Dedicado à cultura hispânica, o Instituto Cervantes além de aulas promove cinema, literatura, mostras de arte, gastronomia e até bebida. Como o pisco, que nasceu no Peru, fronteira com o Chile, daí ter a origem reivindicada também por Santiago. É peruano o embaixador do pisco no Brasil, Miguel Angel Murillo (foto), que ensinou o preparo do pisco sour usando a autêntica bebida destilada de castas especiais, como Quebranta, Tabernero, Uvina, Moscatel e outras.

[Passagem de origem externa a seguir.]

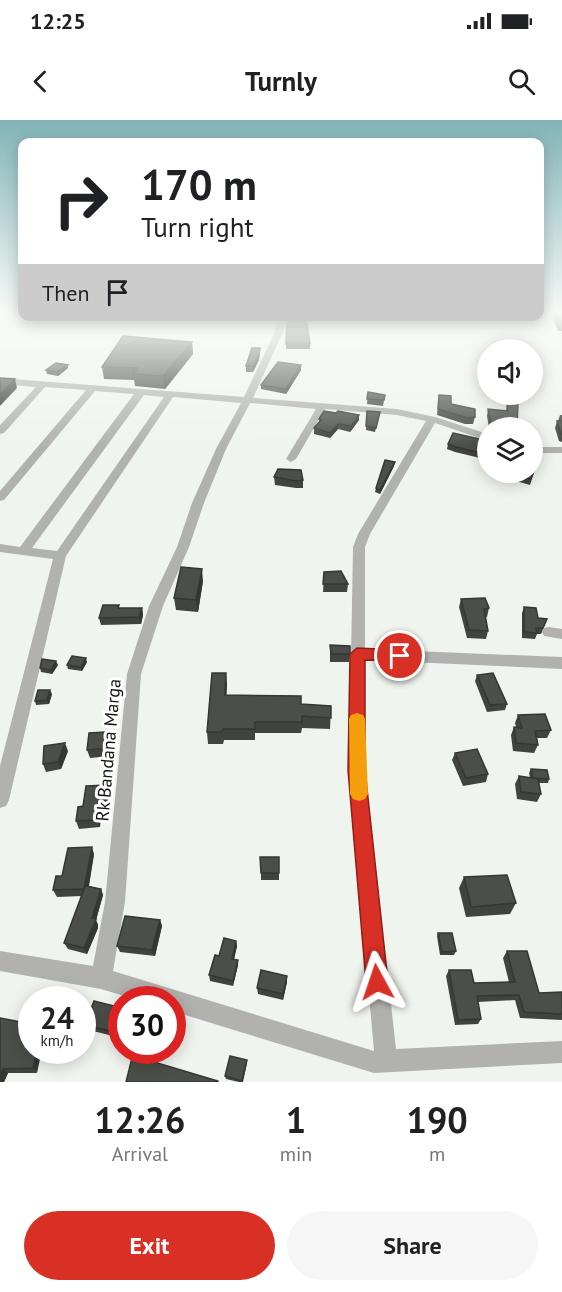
<!DOCTYPE html>
<html lang="en">
<head>
<meta charset="utf-8">
<style>
  :root { --surface:#fff; --page:#f6f6f6; --text:#202124; --muted:#757577; --accent:#d93025 }
  body { margin:0; font-family:"PT Sans",sans-serif; background:var(--page); color:var(--text); height:100vh; display:flex; flex-direction:column; font-size:22px; white-space:nowrap }
  * { box-sizing:border-box; margin:0 }
  p { font-size:20px; color:var(--muted) }
  .icon { flex:none; width:33px; height:33px; fill:none; stroke:currentColor; stroke-width:2; stroke-linecap:round; stroke-linejoin:round }
  .map { position:relative; height:962px; overflow:hidden }
  .sheet { display:flex; flex-direction:column; background:var(--surface); flex:1 }
  .sheet>* { flex:none }
  .top-card { position:absolute; left:18px; top:18px; width:526px; height:183px; border-radius:12px; box-shadow:0 3px 15px #0003; background:#fff; color:var(--text); overflow:hidden }
  .fabs { position:absolute; left:477px; top:219px; display:grid; gap:12px }
  .fabs a { display:grid; place-items:center; width:66px; height:66px; border-radius:50%; background:var(--surface); box-shadow:0 3px 15px #0003; font-size:30px }
  .speed { position:absolute; left:18px; top:866px; display:flex; gap:12px; font-size:30px; font-weight:700; text-align:center }
  .speed>* { display:grid; place-content:center; width:78px; height:78px; border-radius:50%; background:var(--surface); box-shadow:0 3px 15px #0003; line-height:1 }
  .speed small { font-size:15px; font-weight:400 }
  .speed .limit { border:9px solid #d22; background:#fff; color:#111 }
  .pin { position:absolute; display:grid; place-items:center; width:51px; height:51px; color:#fff; margin:-26px; border:3px solid #fff; border-radius:50%; box-shadow:0 2px 6px #0007 }
  .me { position:absolute; width:66px; margin:-33px; rotate:355deg; stroke-linejoin:round; filter:drop-shadow(0 0 4px #0008) }
  .turn { display:flex; align-items:center; gap:21px; height:126px; padding:0 24px; font-size:27px }
  .turn .icon { width:78px; height:78px; stroke-width:2.5 }
  .turn b { display:block; font-size:42px; line-height:51px }
  .then { display:flex; align-items:center; height:57px; padding:0 24px; background:#0003; gap:12px; font-size:22px }
  .eta { display:flex; justify-content:space-evenly; align-items:center; height:102px; text-align:center }
  .eta b { font-size:36px; font-weight:700; line-height:42px }
  .primary-button { display:flex; gap:12px; margin-top:auto; padding:12px 24px }
  .primary-button a { flex:1; height:69px; border-radius:36px; background:var(--accent); color:#fff; font-size:24px; font-weight:700; line-height:69px; text-align:center }
  .primary-button a+a { background:var(--page); color:var(--text) }
  .status { display:flex; justify-content:space-between; align-items:center; height:42px; padding:0 30px; background:var(--surface); direction:ltr }
  .status svg { height:16px; fill:currentColor }
  header { display:flex; justify-content:space-between; align-items:center; height:78px; padding:0 24px; background:var(--surface); font-size:27px; font-weight:700 }
  .map>svg:first-child { display:block }
  .lines { fill:none; stroke-linecap:round; stroke-linejoin:round }
  .minor { fill:#b1b2b0; fill-rule:evenodd }
  .wall { fill:#40433f }
  .shaded-wall { fill:#343733 }
  .building { fill:#4b4e49; stroke:#343733; stroke-width:1.5 }
  .route { fill:#d93025; stroke:#8d1f18; stroke-width:1.5 }
  .slow { fill:#f59e0b }
  .labels { text-anchor:middle; dominant-baseline:central; stroke-width:6; stroke-linejoin:round; paint-order:stroke }
  .street-label { font-size:18px; fill:#121412; stroke:#fff }
</style>
</head>
<body>
<div class="status"><b>12:25</b><svg viewBox="0 0 49 12"><path d="M0 12V9h3v3zM5 12V6h3v6zM10 12V3h3v9zM15 12V0h3v12zM26 1h20v11H26zM47 4h2v5h-2z"/></svg></div>
<header><svg class="icon" aria-label="back" viewBox="0 0 24 24"><path d="M15 5l-7 7 7 7"/></svg>Turnly<svg class="icon" aria-label="search" viewBox="0 0 24 24"><circle cx="10" cy="10" r="6"/><path d="M15 15l6 6"/></svg></header>
<div class="map">
<svg width="562" height="962" viewBox="0 0 562 962">
  <rect width="100%" height="100%" fill="#f0f4ee"/>
  <g class="lines">
    <!-- minor -->
    <path class="minor" d="M278 196H286L282 214 253 278 397 289 435 297 488 314V321L435 303 370 414 365 427V529L562 537V549L365 540V650L396 929 562 921V943L374 953 172 891V879H134L101 869 0 851V831L93 846 105 782 127 554 149 486 177 427 192 383 216 329 241 283 173 277 66 436 9 680 6 686 0 688V646L53 439 0 432V424L20 427 134 274 95 271 4 380 0 381V371L86 270 45 267 4 313 0 314V305L36 267 0 264V258L244 277 274 214ZM144 275 164 277 57 431 32 428ZM250 283 316 289 286 339 291 342 296 339 325 289 397 295 426 301 358 414 353 427 349 650 374 931 113 851 125 782 141 554 163 486 189 427 204 383 226 329Z
      M532 327H562V333H532Z
      M549 507 562 509V519L544 516 542 512 544 508Z"/>
  </g>
  <!-- wall -->
  <path class="wall" d="M555 192H562V211H558L553 199Z
    M287 198 310 224V229H286Z
    M192 222 193 234 165 269 135 266 134 260 104 259 102 247Z
    M260 234 259 240 253 252H246V246Z
    M68 245V248L58 256 47 254 46 250Z
    M301 245V250L286 274 261 269V265Z
    M368 272 384 280 383 286 367 284Z
    M439 275 451 284 475 297 473 304H465L437 295Z
    M507 281 518 283 517 308H489L487 296 488 289 506 291Z
    M367 291 380 292 375 312 366 310Z
    M560 295H562V322L559 321 555 308 557 301H558Z
    M319 299 359 300 350 312 338 309 330 318 314 314V308L319 303Z
    M448 324 481 333 480 338 455 332 447 329Z
    M538 340 530 365 516 361 519 352Z
    M394 346 380 374 375 372 376 368Z
    M274 357 303 360V368H296L275 365Z
    M324 452 348 464 347 472H323Z
    M203 461 198 492 176 490 174 478Z
    M461 479 489 488 487 497H485L488 511 486 519 467 518 459 487Z
    M524 487 538 498 547 499 541 514H537L535 519 522 518V493Z
    M119 488H142L143 495 141 504 101 505 99 498Z
    M330 525 350 534 349 542H330Z
    M87 542 82 551 68 549 67 545Z
    M58 545 52 554 41 552 40 548Z
    M477 555 507 584 505 590 487 592 475 561Z
    M227 564 226 575 301 584 331 586 330 609 302 608 301 613H255V620H224L223 624H208L207 612Z
    M52 574 49 584 36 585 35 581Z
    M518 595 551 610 547 618H537L538 625 534 633 513 631 511 615 514 607H516L515 603Z
    M105 612 111 636 90 638 87 630Z
    M68 631 61 649 46 652 43 644Z
    M455 633 488 654 486 662 463 666 452 640Z
    M531 649 549 659 548 663H539L541 674 537 682 517 679 515 664 519 656 530 658 529 653Z
    M109 673 107 689H101L100 707 79 709 76 701 83 686Z
    M94 734 89 766 101 769 103 775 96 800 98 805V808L87 834 68 829 64 823 82 776 57 777 53 770 62 756Z
    M279 737V760H261V753Z
    M464 757 516 783 510 794 466 797 459 768Z
    M160 800 162 806 155 836 120 832 117 826Z
    M438 813 456 831 454 835H440L437 816Z
    M236 821 237 826 234 839 238 840V845L233 866 210 861 209 855 219 836Z
    M507 831 539 873 562 872V900L520 898 515 880 478 882 481 899 478 904 455 905 446 856 449 850 474 863 509 862 503 838Z
    M287 862 283 880 258 874 257 868Z
    M121 892 113 916 89 910 85 905Z
    M0 898 37 953H8L4 962Z
    M247 943 243 962H239L226 959 225 956Z"/>
  <!-- shaded-wall -->
  <path class="shaded-wall" d="M192 222 193 234 165 269 163 256Z
    M260 228 259 240 253 252V246Z
    M68 245V248L58 256 57 252Z
    M301 245V250L286 274V269Z
    M15 259 17 268 0 286V275Z
    M359 295V300L350 312 351 306Z
    M338 304V309L330 318V313Z
    M395 342 394 346 380 374V370Z
    M202 449 203 461 198 492 196 480Z
    M142 488 143 495 141 504 139 497Z
    M86 538 87 542 82 551 81 547Z
    M56 541 58 545 52 554 51 550Z
    M226 553 227 564 226 587 225 575Z
    M50 570 52 574 49 584 47 580Z
    M65 623 68 631 61 649 58 642Z
    M107 665 109 673 107 689 105 681Z
    M98 682 101 689 100 707 97 700Z
    M92 727 94 734 87 776 84 769Z
    M101 769 103 775 96 800 98 805V808L87 834 84 828Z
    M160 800 162 806 155 836 152 830Z
    M236 821 237 826 233 844 232 839Z
    M238 840V845L233 866V861Z
    M287 856V862L283 880V874Z
    M118 887 121 892 113 916 110 911Z
    M37 930H42L37 953 33 948Z
    M157 930H159L160 932 156 947 154 942Z
    M3 949 8 953 4 962H0V956Z"/>
  <!-- building -->
  <path class="building" d="M557 192H562V201H560Z
    M306 197 310 224H286L287 198Z
    M123 216 192 222 163 256 133 254 137 248 102 247Z
    M252 228H260L259 234 253 246H246Z
    M278 242 301 245 286 269 261 265Z
    M56 243 68 245 57 252 46 250Z
    M0 258 15 259 0 275Z
    M368 272 385 275 384 280 367 279Z
    M439 275 451 276V284L475 289V297L467 298 438 289Z
    M507 281 518 283 517 306 491 303 488 289 508 291Z
    M324 291 336 293 338 291 359 295 351 306 338 304 330 313 314 308 321 300 319 299Z
    M367 291 380 292 376 308 366 306Z
    M557 301H562V314H561Z
    M453 313 480 319 481 333 456 327 448 324Z
    M532 333H537L538 340 531 359 517 356 519 352H532Z
    M385 340 395 342 380 370 376 368Z
    M278 349 301 350 303 360 296 361 274 357Z
    M181 447 202 449 196 480 174 478Z
    M341 451 348 464H323L324 452Z
    M485 478 489 488 484 489 488 511 469 510 461 479Z
    M103 485H119L118 488H142L139 497 99 498Z
    M524 487 536 488 538 498 547 499 543 508H536L537 513 524 512Z
    M330 525 350 526V534H331Z
    M72 536 86 538 81 547 67 545Z
    M42 539 56 541 51 550 40 548Z
    M212 553H226L225 575 301 576V584L331 586V598L302 596V602H255V609H223L222 612H207Z
    M493 553 507 584 490 585 477 555Z
    M38 570H50L47 580 35 581Z
    M545 594 551 610 535 611 538 625 516 623 514 607 522 608 518 595Z
    M105 612 109 628 87 630 89 613Z
    M65 623 58 642 43 644 44 626Z
    M477 629 488 654 466 658 455 633Z
    M531 649 547 650 549 659 533 658Z
    M519 656 538 659 541 674 521 672Z
    M107 665 105 681 98 682 97 700 76 701 78 687 83 686 86 666Z
    M92 727 84 769 86 766 101 769 92 798 96 799 95 802 84 828 64 823 84 769 53 770 56 756H62L68 728Z
    M260 737H279V753H261Z
    M507 755 516 783 471 787 464 757Z
    M125 796 160 800 152 830 117 826Z
    M438 813H452L456 831 442 832Z
    M224 818 236 821 232 839 238 840 233 861 209 855 215 835 219 836Z
    M507 831H527L539 873 562 872V894L524 892 519 875 477 876 481 899 458 900 449 850H471L474 863 515 862Z
    M261 850 287 856 283 874 257 868Z
    M94 881 118 887 110 911 85 905Z
    M0 898 32 904V930H37L33 948 3 949 0 956Z
    M134 930H157L154 942 218 961V962H126Z
    M230 936 247 940 242 961 225 956Z"/>
  <!-- sky -->
  <linearGradient id="sky" x2="0" y2="1"><stop stop-color="#82b4b6"/><stop offset="0.59" stop-color="#f8faf7"/><stop offset="1" stop-color="#f8faf7" stop-opacity="0"/></linearGradient>
  <rect width="562" height="327" fill="url(#sky)"/>
  <!-- route -->
  <path class="route" d="M357 528 400 530 408 536 400 541 365 540V650L388 862 385 869 377 873 369 869 366 862 348 650 350 534Z"/>
  <!-- slow -->
  <path class="slow" d="M357 593 363 595 365 599 368 674 365 679 359 681 353 679 350 674 349 599 351 595Z"/>
  <g class="labels">
    <!-- street labels -->
    <g class="street-label">
      <text transform="translate(108 630) rotate(-85)">Rk Bandana Marga</text>
    </g>
  </g>
</svg>
<div class="fabs">
<a><svg class="icon" aria-label="sound" viewBox="0 0 24 24"><path d="M4 9h4l5-4v14l-5-4H4zM17 9q2 3 0 6"/></svg></a>
<a><svg class="icon" aria-label="layers" viewBox="0 0 24 24"><path d="M12 4l9 5-9 5-9-5zM3 14l9 5 9-5"/></svg></a>
</div>
<div class="speed"><div>24<small>km/h</small></div><div class="limit">30</div></div>
<div class="pin" style="left:400px;top:536px;background:#d93025"><svg class="icon" aria-label="arrive" viewBox="0 0 24 24"><path d="M6 21V4h12l-3 4 3 4H6"/></svg></div>
<svg class="me" style="left:377px;top:862px" viewBox="-20 -20 40 40"><path d="M0-17L14 15 0 8-14 15z" fill="#d93025" stroke="#fff" stroke-width="4"/></svg>
<div class="top-card">
<div class="turn"><svg class="icon" aria-label="right" viewBox="0 0 24 24"><path d="M7 20v-9h11M14 6l5 5-5 5"/></svg><div><b>170 m</b>Turn right</div></div>
<div class="then">Then<svg class="icon" aria-label="arrive" viewBox="0 0 24 24"><path d="M6 21V4h12l-3 4 3 4H6"/></svg></div>
</div>
</div>
<section class="sheet">
<div class="eta">
<div><b>12:26</b><p>Arrival</p></div>
<div><b>1</b><p>min</p></div>
<div><b>190</b><p>m</p></div>
</div>
<div class="primary-button"><a>Exit</a><a>Share</a></div>
</section>
</body>
</html>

Ideal como drinque de abertura para qualquer festa, você pode fazer em casa a receita de Miguel: 90ml de pisco; 40ml de suco de limão taiti; 50ml de xarope de açúcar (1 porção de água e 2 de açúcar branco); casca de laranja bahía, 30ml de clara de ovo. Bata com potência média numa coqueteleira por 12 segundos e sirva com três gotinhas de bitter angostura. Tintim!


Acolhimento no jardim

Não é piquenique porque você pode tomar assento em móvel rústico de madeira ou em tamboretes ao redor de mesinhas redondas altas e também não precisa levar matula porque comidinhas incríveis são feitas na hora. De resto, a eco imersão numa área cheia de árvores é sempre muito agradável.

Chama-se Quintal o espaço que Rodrigo Freire armou ao lado do Oliver, no Clube de Golfe, para funcionar como ;economia colaborativa oferecendo pratos e bebidas a preços justos;, explica o restaurateur. Abriu com seis operações que podem vir a ser substituídas ao longo do ano. A comida asiática é preparada no LA MÊ, grife do chef Rafael Massayuki, que além do tradicional pad thai de camarão (R$ 49) ou do curry de frango (R$ 37) propõe petiscos, como camarão salteado com abacaxi grelhado e maionese picante (10 unidades gigantes por R$ 41 foto) e espetinho de frango (yakitori) acompanhado de batata frita temperada com curry massala (R$ 33).

Deliciosa costela de angus é feita na brasa do fogo de chão com toda a expertise do churrasqueiro Romulo Esmeraldo, que há oito meses abriu o Açougue 61 na 403 Sul (ao lado do Nippon). A carne vem cortada com vinagrete e farofa por R$ 59,90 com direito a duas cervejas. Lá, você ainda encontra hamburguer (R$ 22) e choripan (R$ 17) além do steak angus por R$ 30. Outras grifes são a Baco; o Mimo Bar e Carpaccio San Genaro e Del Maipo. Quintal adota sistema cashless, no qual você cacifa o cartão e com ele faz as compras, eliminando a circulação de dinheiro vivo no espaço.